* What is being asked *
Word for word, restate each entry in the listing below.

++++

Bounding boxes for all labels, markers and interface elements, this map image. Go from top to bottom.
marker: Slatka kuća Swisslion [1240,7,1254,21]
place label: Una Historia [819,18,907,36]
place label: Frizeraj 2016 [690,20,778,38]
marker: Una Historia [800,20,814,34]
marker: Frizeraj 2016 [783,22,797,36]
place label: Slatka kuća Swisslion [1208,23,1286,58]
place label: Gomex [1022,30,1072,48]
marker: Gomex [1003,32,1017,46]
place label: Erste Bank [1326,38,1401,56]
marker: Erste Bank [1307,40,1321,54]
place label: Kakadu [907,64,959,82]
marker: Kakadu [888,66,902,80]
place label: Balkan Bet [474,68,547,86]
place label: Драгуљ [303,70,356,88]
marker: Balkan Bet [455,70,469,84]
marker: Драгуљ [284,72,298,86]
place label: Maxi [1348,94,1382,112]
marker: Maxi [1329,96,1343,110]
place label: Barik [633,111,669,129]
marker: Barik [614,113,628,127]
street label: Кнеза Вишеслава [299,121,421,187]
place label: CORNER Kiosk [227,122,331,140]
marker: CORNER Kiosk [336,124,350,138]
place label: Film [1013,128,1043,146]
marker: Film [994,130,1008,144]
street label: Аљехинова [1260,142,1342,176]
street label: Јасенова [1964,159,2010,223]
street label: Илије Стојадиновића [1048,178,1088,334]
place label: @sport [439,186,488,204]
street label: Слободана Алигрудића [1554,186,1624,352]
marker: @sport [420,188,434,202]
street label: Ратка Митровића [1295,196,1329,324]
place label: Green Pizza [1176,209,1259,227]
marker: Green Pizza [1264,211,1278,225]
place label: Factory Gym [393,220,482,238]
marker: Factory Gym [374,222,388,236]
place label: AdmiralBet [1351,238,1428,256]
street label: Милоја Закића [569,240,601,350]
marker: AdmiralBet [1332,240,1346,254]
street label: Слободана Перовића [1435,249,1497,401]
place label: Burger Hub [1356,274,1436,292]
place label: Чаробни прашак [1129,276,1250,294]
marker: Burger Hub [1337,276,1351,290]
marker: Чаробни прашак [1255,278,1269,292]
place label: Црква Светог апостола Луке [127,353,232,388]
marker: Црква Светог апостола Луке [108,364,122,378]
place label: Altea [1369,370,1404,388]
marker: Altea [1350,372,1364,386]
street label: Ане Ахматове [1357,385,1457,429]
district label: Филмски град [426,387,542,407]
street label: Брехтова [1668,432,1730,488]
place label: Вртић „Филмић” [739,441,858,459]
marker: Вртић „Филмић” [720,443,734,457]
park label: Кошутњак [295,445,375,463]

++++

* Solution for this problem *
Bounding boxes for all labels, markers and interface elements, this map image. Go from top to bottom.
marker: Slatka kuća Swisslion [1240,7,1254,21]
place label: Una Historia [819,18,907,36]
place label: Frizeraj 2016 [690,20,778,38]
marker: Una Historia [800,20,814,34]
marker: Frizeraj 2016 [783,22,797,36]
place label: Slatka kuća Swisslion [1208,23,1286,58]
place label: Gomex [1022,30,1072,48]
marker: Gomex [1003,32,1017,46]
place label: Erste Bank [1326,38,1401,56]
marker: Erste Bank [1307,40,1321,54]
place label: Kakadu [907,64,959,82]
marker: Kakadu [888,66,902,80]
place label: Balkan Bet [474,68,547,86]
place label: Драгуљ [303,70,356,88]
marker: Balkan Bet [455,70,469,84]
marker: Драгуљ [284,72,298,86]
place label: Maxi [1348,94,1382,112]
marker: Maxi [1329,96,1343,110]
place label: Barik [633,111,669,129]
marker: Barik [614,113,628,127]
street label: Кнеза Вишеслава [299,121,421,187]
place label: CORNER Kiosk [227,122,331,140]
marker: CORNER Kiosk [336,124,350,138]
place label: Film [1013,128,1043,146]
marker: Film [994,130,1008,144]
street label: Аљехинова [1260,142,1342,176]
street label: Јасенова [1964,159,2010,223]
street label: Илије Стојадиновића [1048,178,1088,334]
place label: @sport [439,186,488,204]
street label: Слободана Алигрудића [1554,186,1624,352]
marker: @sport [420,188,434,202]
street label: Ратка Митровића [1295,196,1329,324]
place label: Green Pizza [1176,209,1259,227]
marker: Green Pizza [1264,211,1278,225]
place label: Factory Gym [393,220,482,238]
marker: Factory Gym [374,222,388,236]
place label: AdmiralBet [1351,238,1428,256]
street label: Милоја Закића [569,240,601,350]
marker: AdmiralBet [1332,240,1346,254]
street label: Слободана Перовића [1435,249,1497,401]
place label: Burger Hub [1356,274,1436,292]
place label: Чаробни прашак [1129,276,1250,294]
marker: Burger Hub [1337,276,1351,290]
marker: Чаробни прашак [1255,278,1269,292]
place label: Црква Светог апостола Луке [127,353,232,388]
marker: Црква Светог апостола Луке [108,364,122,378]
place label: Altea [1369,370,1404,388]
marker: Altea [1350,372,1364,386]
street label: Ане Ахматове [1357,385,1457,429]
district label: Филмски град [426,387,542,407]
street label: Брехтова [1668,432,1730,488]
place label: Вртић „Филмић” [739,441,858,459]
marker: Вртић „Филмић” [720,443,734,457]
park label: Кошутњак [295,445,375,463]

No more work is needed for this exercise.